Copy every line of the data in which the word "icon" occurs.

DATA EXTRACTS: Begin

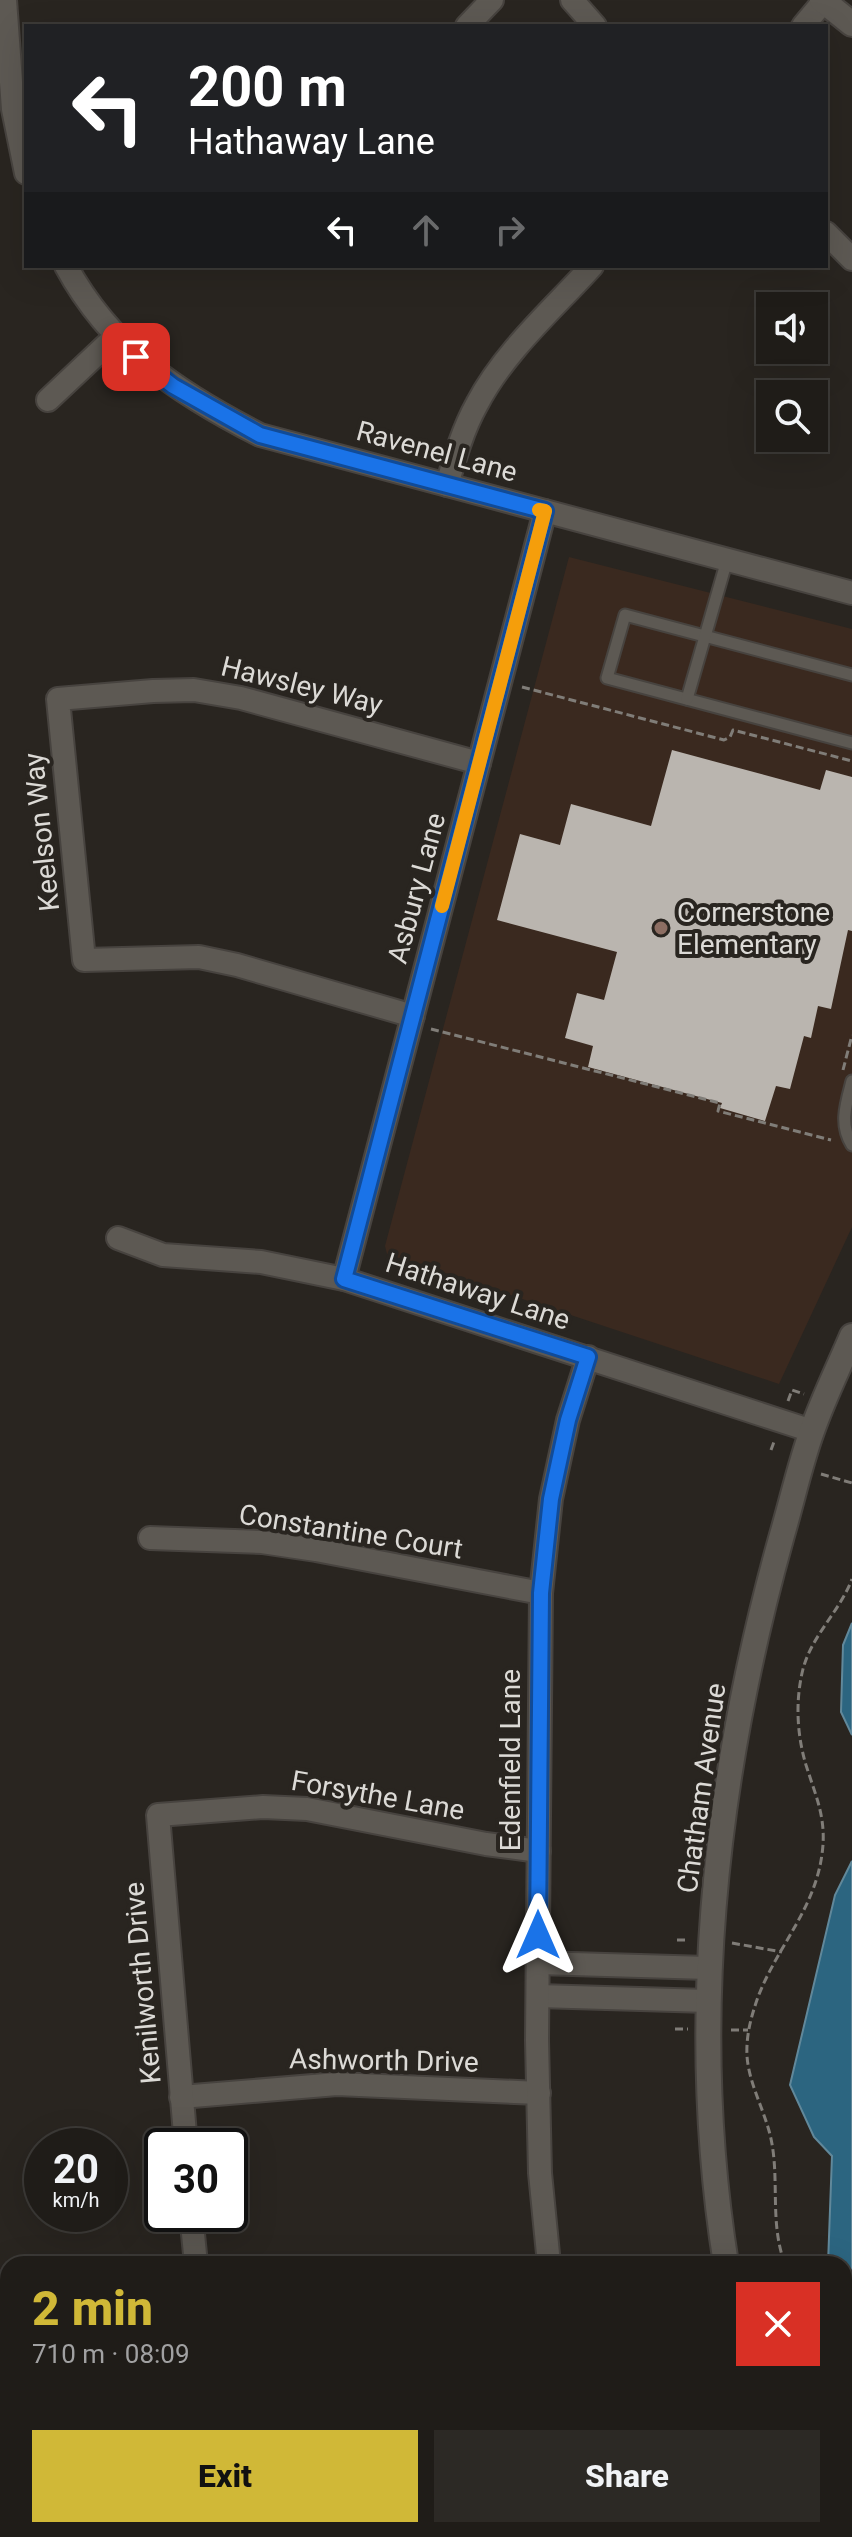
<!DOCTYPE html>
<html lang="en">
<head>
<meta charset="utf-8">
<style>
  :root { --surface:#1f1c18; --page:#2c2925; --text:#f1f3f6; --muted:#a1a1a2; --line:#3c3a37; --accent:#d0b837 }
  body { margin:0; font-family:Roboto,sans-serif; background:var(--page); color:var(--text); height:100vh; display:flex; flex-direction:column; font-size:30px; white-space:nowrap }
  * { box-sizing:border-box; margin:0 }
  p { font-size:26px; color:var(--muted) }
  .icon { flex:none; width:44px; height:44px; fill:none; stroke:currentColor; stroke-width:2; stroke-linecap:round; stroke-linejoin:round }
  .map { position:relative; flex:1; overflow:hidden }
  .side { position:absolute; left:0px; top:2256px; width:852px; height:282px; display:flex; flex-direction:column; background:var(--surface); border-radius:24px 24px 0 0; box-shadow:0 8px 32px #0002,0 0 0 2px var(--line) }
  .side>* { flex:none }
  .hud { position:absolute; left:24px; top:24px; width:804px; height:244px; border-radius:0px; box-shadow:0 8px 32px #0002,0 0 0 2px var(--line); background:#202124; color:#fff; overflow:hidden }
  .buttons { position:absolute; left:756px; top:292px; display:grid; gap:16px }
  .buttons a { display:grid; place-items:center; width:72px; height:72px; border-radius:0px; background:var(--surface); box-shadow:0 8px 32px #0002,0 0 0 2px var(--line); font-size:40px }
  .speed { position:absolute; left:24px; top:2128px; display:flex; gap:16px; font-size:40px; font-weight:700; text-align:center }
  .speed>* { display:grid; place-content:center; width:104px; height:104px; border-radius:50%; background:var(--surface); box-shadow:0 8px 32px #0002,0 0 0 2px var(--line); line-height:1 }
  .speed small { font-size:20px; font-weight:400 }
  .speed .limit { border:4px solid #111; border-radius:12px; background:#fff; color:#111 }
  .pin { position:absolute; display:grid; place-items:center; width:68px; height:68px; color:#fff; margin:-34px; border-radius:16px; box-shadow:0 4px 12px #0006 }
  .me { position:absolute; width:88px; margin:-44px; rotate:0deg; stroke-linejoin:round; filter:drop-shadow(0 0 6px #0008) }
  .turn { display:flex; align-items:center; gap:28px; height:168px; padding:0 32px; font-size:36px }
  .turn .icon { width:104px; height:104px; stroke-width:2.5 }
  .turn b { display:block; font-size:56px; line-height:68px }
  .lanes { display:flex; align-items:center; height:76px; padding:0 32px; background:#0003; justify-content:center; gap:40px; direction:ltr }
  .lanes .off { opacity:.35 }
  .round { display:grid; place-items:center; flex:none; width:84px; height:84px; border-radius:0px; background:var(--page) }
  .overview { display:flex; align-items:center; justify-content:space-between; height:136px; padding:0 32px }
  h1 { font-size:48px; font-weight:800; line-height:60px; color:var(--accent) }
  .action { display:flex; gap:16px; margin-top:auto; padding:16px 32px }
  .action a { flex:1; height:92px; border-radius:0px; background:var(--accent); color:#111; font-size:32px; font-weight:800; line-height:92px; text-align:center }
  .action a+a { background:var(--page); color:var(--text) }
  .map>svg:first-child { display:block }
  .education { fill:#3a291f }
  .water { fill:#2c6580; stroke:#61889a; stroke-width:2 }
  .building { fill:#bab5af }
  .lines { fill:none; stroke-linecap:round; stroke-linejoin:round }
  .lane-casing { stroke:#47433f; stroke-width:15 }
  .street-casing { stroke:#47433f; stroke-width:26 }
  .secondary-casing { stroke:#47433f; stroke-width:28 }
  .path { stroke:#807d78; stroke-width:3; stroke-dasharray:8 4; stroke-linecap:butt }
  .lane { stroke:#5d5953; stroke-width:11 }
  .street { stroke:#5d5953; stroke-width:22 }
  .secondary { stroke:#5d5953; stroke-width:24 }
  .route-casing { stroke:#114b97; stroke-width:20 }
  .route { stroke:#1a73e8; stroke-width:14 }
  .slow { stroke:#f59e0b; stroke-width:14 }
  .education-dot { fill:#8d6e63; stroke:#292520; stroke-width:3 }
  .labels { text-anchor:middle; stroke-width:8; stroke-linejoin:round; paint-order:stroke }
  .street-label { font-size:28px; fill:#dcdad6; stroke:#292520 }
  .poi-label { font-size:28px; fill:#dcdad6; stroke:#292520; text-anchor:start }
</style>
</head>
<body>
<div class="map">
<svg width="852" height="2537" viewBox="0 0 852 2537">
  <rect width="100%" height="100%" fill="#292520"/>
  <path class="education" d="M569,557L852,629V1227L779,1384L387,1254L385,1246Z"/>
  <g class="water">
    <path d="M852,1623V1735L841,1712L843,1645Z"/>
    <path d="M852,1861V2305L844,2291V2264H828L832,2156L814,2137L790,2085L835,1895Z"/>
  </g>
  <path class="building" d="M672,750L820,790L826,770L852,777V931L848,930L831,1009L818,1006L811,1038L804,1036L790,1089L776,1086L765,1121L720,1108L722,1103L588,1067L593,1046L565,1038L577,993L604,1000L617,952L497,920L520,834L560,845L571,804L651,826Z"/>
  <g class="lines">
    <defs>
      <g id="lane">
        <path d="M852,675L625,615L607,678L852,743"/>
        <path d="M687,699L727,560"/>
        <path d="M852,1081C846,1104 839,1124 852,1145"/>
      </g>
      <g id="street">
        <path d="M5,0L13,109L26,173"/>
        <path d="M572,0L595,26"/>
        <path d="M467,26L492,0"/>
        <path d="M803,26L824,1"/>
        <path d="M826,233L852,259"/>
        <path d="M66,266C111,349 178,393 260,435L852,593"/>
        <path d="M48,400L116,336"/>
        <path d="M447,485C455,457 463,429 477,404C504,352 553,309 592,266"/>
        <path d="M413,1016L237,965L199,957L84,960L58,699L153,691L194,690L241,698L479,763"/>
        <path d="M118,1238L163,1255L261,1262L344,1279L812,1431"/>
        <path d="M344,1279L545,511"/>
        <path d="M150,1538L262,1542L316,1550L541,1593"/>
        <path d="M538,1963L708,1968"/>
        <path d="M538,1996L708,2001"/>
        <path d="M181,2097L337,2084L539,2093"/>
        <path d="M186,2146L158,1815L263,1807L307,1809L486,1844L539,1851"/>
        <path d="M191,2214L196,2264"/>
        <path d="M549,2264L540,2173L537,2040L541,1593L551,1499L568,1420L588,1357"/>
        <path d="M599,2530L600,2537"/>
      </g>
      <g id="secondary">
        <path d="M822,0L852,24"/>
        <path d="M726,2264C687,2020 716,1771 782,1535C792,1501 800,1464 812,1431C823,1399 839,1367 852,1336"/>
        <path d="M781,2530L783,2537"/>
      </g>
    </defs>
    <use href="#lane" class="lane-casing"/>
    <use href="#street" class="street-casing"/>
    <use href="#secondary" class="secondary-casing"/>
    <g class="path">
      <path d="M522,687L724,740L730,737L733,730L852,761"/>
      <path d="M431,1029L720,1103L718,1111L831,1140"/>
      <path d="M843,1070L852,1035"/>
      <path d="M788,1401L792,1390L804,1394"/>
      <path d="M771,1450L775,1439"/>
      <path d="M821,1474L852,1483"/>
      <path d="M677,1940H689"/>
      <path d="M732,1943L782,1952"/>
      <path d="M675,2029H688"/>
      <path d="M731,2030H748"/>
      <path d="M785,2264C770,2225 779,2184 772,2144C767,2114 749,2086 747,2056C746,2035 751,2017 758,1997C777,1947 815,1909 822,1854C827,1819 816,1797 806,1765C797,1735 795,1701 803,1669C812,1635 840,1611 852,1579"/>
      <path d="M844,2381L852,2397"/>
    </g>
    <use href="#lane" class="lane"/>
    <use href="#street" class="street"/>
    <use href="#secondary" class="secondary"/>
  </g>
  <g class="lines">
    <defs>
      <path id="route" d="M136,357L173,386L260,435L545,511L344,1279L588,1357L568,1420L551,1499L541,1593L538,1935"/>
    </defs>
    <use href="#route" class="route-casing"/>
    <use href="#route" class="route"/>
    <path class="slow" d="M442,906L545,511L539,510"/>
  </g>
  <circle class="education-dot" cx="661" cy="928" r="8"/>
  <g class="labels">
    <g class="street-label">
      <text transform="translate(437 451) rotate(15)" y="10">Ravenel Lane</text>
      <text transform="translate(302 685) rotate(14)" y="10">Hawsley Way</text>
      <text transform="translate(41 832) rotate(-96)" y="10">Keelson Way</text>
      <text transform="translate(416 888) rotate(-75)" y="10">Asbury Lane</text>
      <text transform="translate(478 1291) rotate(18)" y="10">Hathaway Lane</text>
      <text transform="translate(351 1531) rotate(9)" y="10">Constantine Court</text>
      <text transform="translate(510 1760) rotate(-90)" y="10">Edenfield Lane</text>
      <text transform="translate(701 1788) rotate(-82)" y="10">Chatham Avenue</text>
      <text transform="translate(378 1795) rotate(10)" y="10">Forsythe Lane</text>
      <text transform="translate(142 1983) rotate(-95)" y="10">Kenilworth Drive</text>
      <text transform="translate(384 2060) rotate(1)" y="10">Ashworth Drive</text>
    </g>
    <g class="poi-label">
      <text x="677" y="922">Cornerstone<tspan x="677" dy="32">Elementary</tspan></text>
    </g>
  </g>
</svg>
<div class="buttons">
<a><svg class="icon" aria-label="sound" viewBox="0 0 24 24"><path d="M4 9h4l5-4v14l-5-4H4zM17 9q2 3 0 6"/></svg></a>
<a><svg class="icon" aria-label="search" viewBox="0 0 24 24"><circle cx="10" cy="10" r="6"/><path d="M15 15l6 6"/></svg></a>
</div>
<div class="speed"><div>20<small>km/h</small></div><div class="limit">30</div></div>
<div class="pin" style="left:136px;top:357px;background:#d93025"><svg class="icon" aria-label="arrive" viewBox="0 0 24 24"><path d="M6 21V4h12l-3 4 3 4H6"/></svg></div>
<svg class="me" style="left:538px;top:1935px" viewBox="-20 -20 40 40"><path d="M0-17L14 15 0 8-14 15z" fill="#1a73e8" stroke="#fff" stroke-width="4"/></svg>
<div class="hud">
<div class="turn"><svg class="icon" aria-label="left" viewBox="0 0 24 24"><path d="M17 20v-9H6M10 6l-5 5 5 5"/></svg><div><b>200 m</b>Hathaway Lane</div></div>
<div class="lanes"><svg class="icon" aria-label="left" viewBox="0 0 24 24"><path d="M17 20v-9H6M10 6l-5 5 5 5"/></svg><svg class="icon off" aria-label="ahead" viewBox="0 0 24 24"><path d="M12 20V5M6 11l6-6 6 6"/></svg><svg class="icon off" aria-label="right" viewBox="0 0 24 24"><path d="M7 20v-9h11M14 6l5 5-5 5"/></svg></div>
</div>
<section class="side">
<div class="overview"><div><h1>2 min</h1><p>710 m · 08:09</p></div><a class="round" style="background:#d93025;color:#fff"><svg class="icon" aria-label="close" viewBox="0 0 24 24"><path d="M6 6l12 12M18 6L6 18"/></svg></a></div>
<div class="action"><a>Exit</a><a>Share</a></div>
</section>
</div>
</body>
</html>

DATA EXTRACTS: End

### RESPONSE
  .icon { flex:none; width:44px; height:44px; fill:none; stroke:currentColor; stroke-width:2; stroke-linecap:round; stroke-linejoin:round }
  .turn .icon { width:104px; height:104px; stroke-width:2.5 }
<a><svg class="icon" aria-label="sound" viewBox="0 0 24 24"><path d="M4 9h4l5-4v14l-5-4H4zM17 9q2 3 0 6"/></svg></a>
<a><svg class="icon" aria-label="search" viewBox="0 0 24 24"><circle cx="10" cy="10" r="6"/><path d="M15 15l6 6"/></svg></a>
<div class="pin" style="left:136px;top:357px;background:#d93025"><svg class="icon" aria-label="arrive" viewBox="0 0 24 24"><path d="M6 21V4h12l-3 4 3 4H6"/></svg></div>
<div class="turn"><svg class="icon" aria-label="left" viewBox="0 0 24 24"><path d="M17 20v-9H6M10 6l-5 5 5 5"/></svg><div><b>200 m</b>Hathaway Lane</div></div>
<div class="lanes"><svg class="icon" aria-label="left" viewBox="0 0 24 24"><path d="M17 20v-9H6M10 6l-5 5 5 5"/></svg><svg class="icon off" aria-label="ahead" viewBox="0 0 24 24"><path d="M12 20V5M6 11l6-6 6 6"/></svg><svg class="icon off" aria-label="right" viewBox="0 0 24 24"><path d="M7 20v-9h11M14 6l5 5-5 5"/></svg></div>
<div class="overview"><div><h1>2 min</h1><p>710 m · 08:09</p></div><a class="round" style="background:#d93025;color:#fff"><svg class="icon" aria-label="close" viewBox="0 0 24 24"><path d="M6 6l12 12M18 6L6 18"/></svg></a></div>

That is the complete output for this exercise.